**WHAT IS EXPECTED:** Only lines containing "names" belong in the answer, each copied from the entries below.

**DATA TO PROCESS:**
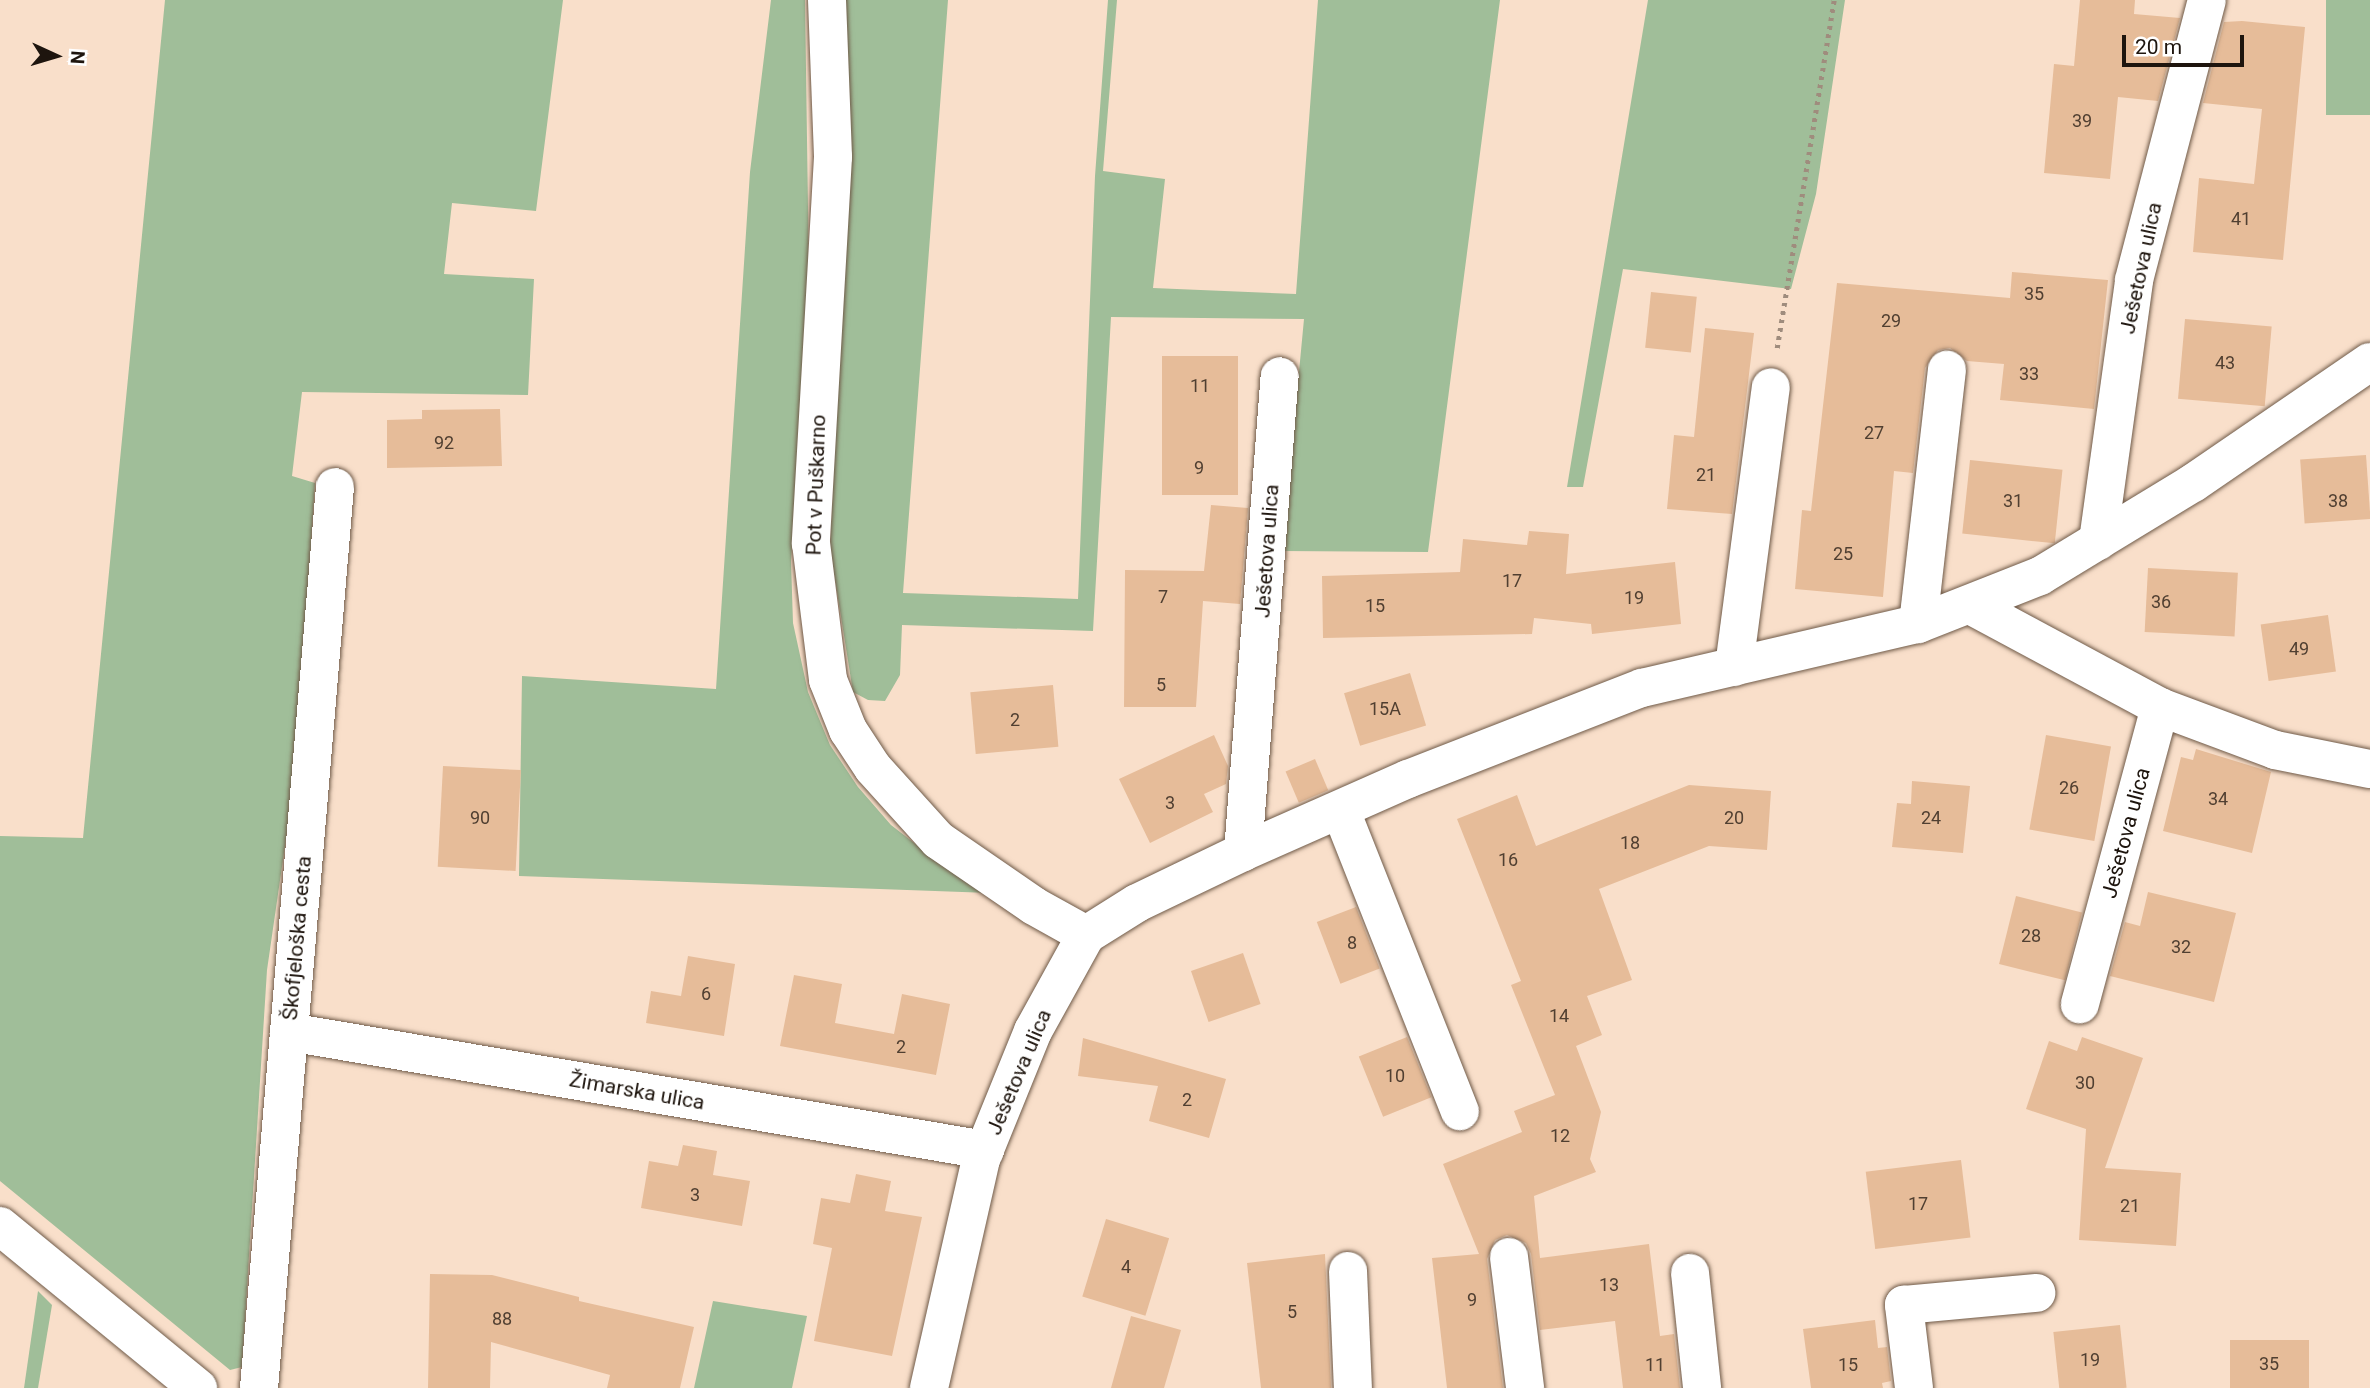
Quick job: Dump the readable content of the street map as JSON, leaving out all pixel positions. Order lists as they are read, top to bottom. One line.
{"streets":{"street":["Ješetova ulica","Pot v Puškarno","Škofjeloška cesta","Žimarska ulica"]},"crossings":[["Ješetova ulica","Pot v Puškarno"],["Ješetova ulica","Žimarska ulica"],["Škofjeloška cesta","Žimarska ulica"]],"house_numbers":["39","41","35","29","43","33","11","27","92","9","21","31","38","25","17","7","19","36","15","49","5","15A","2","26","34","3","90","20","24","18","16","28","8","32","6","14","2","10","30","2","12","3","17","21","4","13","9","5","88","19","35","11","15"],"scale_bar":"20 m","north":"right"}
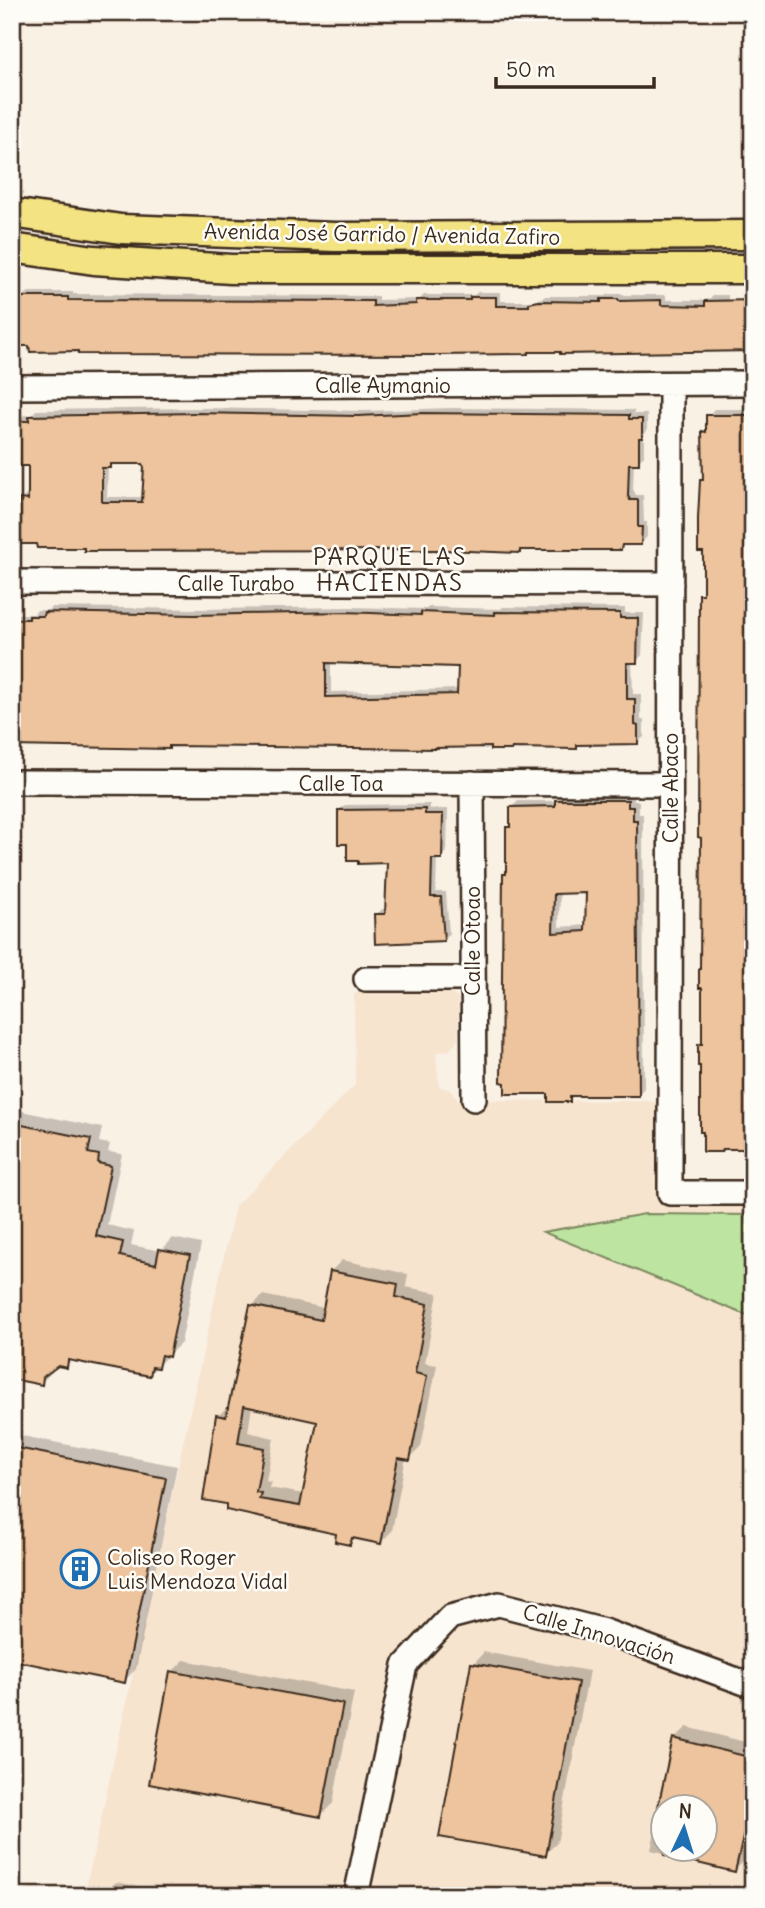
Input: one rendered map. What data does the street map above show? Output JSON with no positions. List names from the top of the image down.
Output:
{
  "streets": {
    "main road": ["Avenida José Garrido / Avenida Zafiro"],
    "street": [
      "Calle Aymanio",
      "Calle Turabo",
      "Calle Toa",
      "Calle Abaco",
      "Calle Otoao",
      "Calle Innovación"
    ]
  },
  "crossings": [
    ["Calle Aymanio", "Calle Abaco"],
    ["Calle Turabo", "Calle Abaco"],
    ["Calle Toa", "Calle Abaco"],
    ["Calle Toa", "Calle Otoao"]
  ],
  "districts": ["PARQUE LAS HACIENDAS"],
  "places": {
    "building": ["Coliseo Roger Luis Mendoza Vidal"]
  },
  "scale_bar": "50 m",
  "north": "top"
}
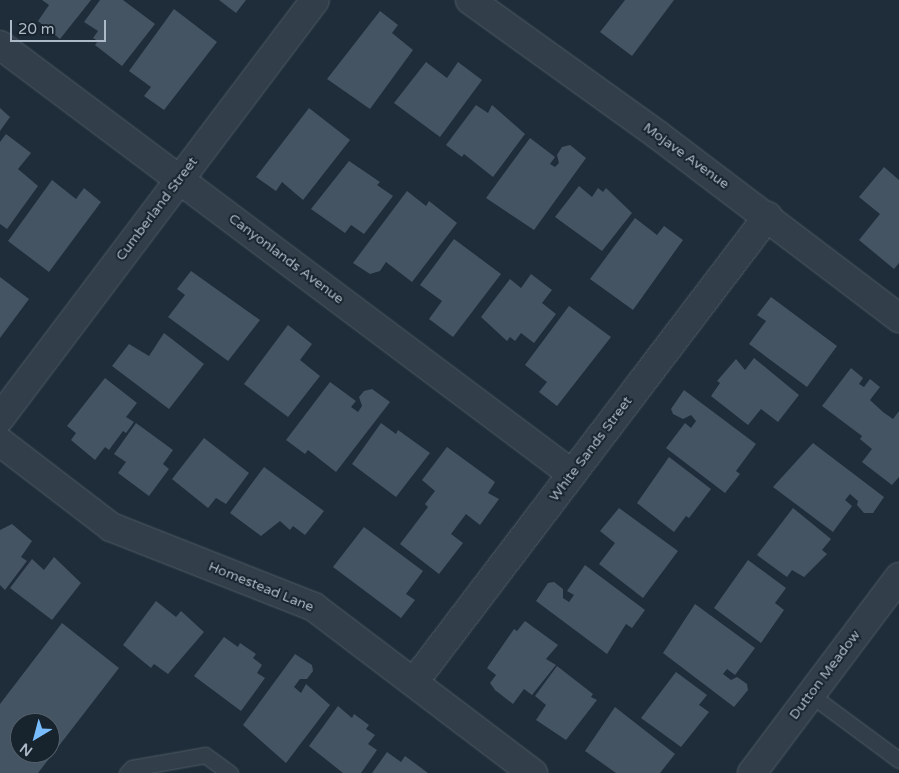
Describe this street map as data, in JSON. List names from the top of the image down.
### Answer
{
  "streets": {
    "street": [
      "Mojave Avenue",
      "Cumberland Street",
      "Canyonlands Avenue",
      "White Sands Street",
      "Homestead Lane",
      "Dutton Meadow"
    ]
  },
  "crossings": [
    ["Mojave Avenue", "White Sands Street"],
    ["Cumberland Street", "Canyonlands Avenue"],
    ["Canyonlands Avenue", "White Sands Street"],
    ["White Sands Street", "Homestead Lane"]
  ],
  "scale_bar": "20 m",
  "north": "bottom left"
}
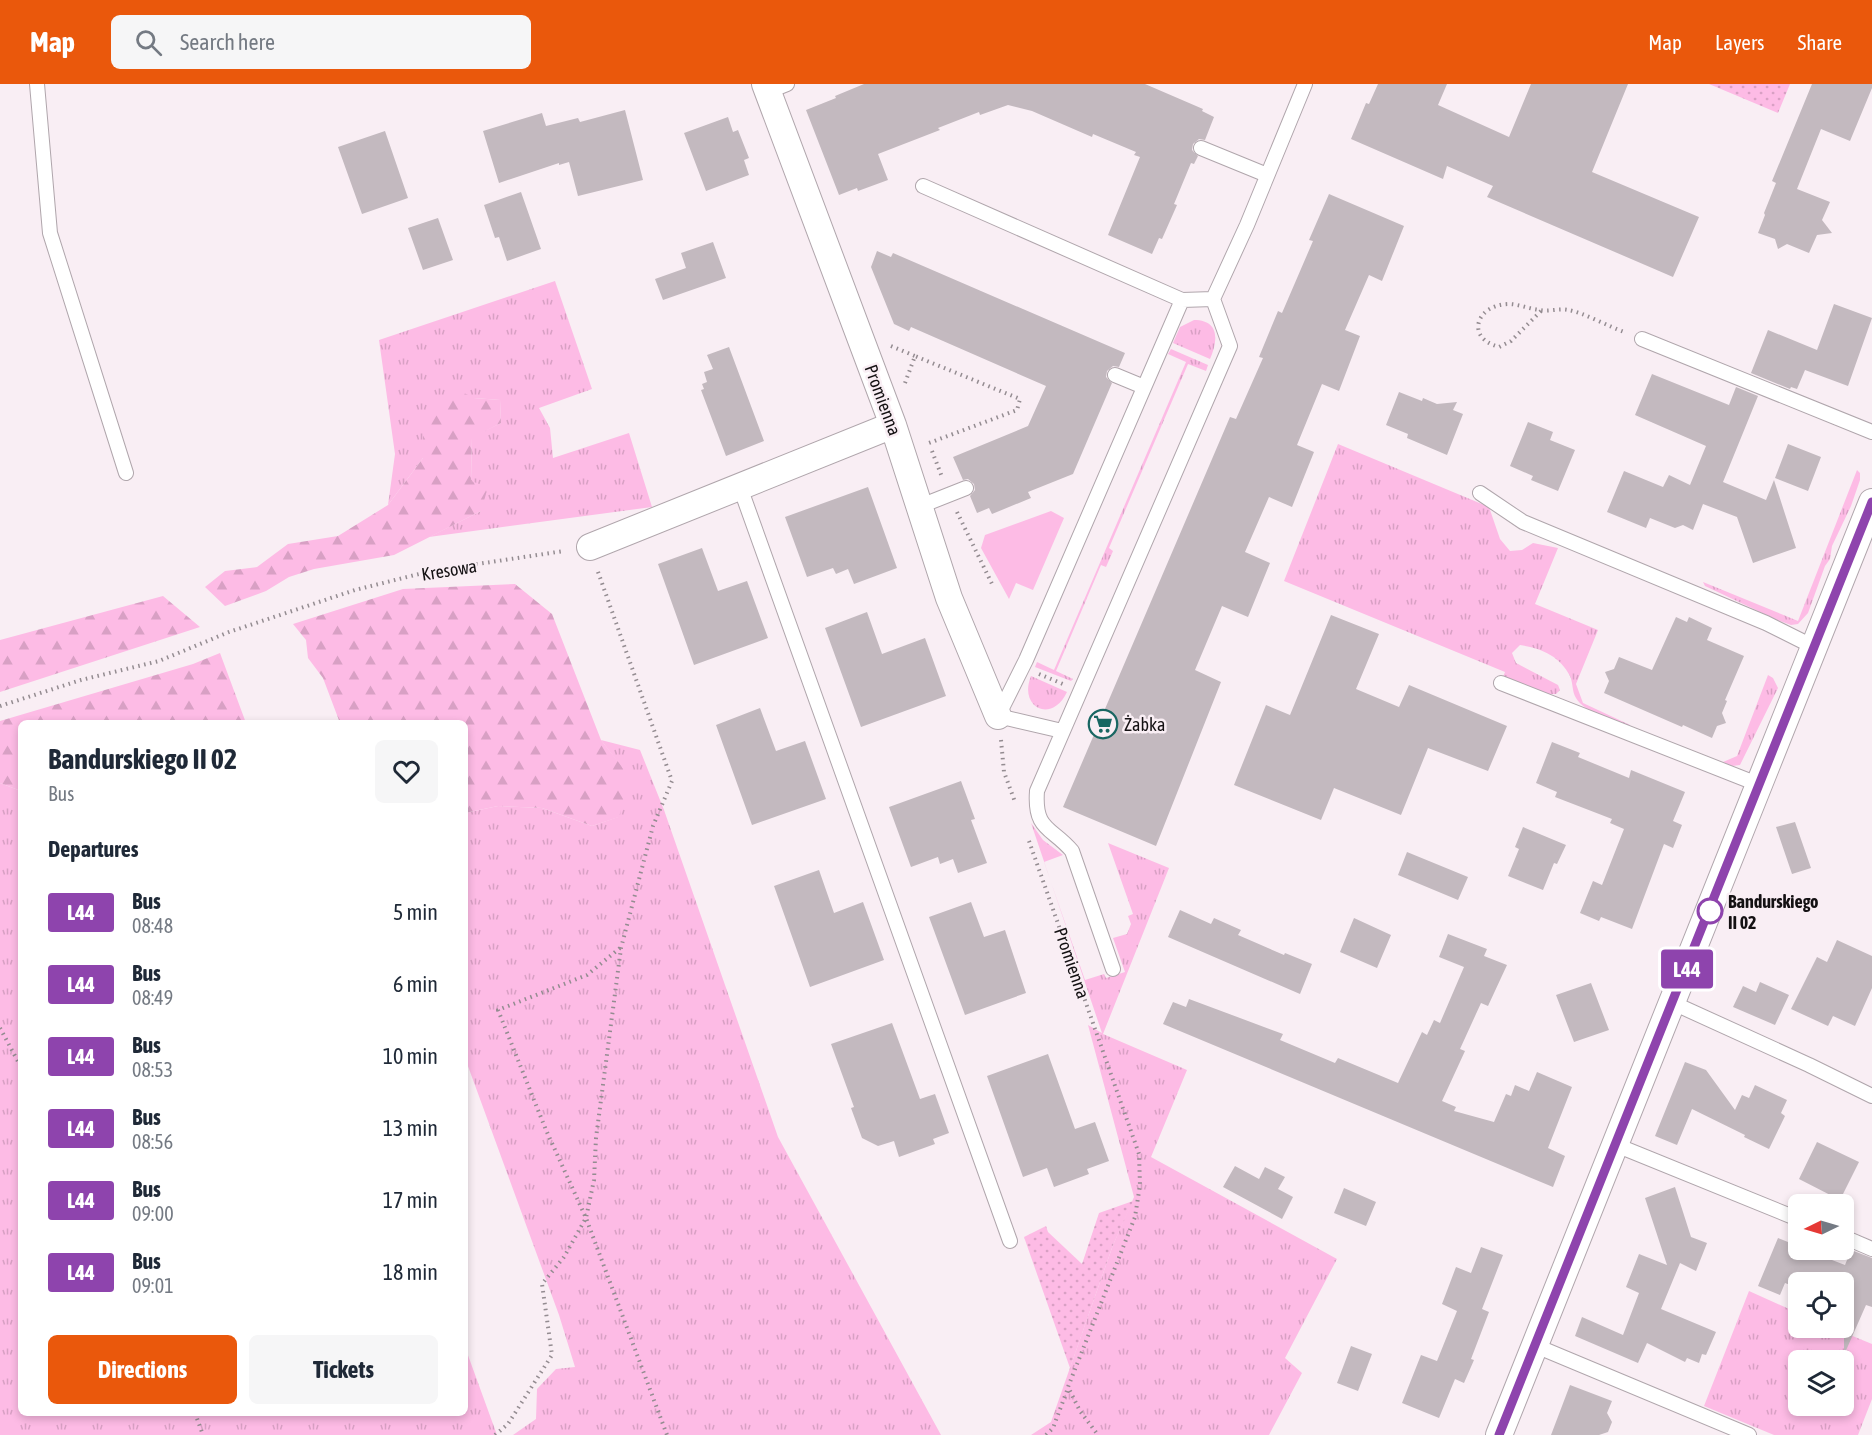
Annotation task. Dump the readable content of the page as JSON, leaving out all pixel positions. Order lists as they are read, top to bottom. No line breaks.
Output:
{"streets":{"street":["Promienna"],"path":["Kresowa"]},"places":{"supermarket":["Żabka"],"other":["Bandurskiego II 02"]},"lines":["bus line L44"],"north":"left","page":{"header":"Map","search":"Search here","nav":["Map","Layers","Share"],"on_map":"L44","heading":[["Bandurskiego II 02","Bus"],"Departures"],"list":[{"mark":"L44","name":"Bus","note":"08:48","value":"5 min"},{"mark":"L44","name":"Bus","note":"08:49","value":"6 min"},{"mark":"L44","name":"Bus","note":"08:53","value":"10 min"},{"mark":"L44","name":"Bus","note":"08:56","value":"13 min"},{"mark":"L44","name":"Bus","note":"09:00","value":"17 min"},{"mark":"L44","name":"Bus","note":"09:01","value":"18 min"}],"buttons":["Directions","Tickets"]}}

**TASK SOLUTION:**
Input: one rendered map. What data does the street map above show? Output JSON with no positions. List names from the top of the image down.
Describe this street map as data, in JSON. List names from the top of the image down.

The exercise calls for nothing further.